# DATA FOR THIS TASK

· · · · ·

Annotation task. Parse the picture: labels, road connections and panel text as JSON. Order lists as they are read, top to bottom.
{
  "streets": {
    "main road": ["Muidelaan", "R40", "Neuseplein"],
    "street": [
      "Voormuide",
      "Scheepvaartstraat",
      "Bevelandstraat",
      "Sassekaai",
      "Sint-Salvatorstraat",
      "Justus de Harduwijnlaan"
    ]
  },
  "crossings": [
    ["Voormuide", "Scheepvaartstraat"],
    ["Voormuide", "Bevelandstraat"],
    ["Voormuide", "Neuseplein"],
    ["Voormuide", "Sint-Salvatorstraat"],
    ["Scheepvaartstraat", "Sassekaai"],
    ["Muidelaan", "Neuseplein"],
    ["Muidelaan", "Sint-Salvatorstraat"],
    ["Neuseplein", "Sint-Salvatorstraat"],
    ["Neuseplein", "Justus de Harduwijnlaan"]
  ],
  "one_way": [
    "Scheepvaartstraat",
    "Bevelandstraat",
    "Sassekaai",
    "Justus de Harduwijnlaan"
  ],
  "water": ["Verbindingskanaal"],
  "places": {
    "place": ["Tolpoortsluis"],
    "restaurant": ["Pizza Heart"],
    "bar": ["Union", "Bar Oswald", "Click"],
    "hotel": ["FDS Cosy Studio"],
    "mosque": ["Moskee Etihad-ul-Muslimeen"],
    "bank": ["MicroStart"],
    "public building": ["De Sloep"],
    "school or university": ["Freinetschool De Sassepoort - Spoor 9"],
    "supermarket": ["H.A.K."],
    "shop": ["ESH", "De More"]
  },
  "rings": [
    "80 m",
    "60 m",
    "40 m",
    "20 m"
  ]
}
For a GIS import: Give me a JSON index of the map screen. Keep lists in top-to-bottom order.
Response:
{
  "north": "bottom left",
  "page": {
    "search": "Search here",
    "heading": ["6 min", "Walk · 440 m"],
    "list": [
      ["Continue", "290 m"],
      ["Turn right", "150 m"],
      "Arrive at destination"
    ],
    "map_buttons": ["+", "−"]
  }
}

· · · · ·

# INSTRUCTIONS FOR THE TASK
"Sassekaai" is the string to look for; please copy every line of the records above where it appears.

# RESULT
      "Sassekaai",
    ["Scheepvaartstraat", "Sassekaai"],
    "Sassekaai",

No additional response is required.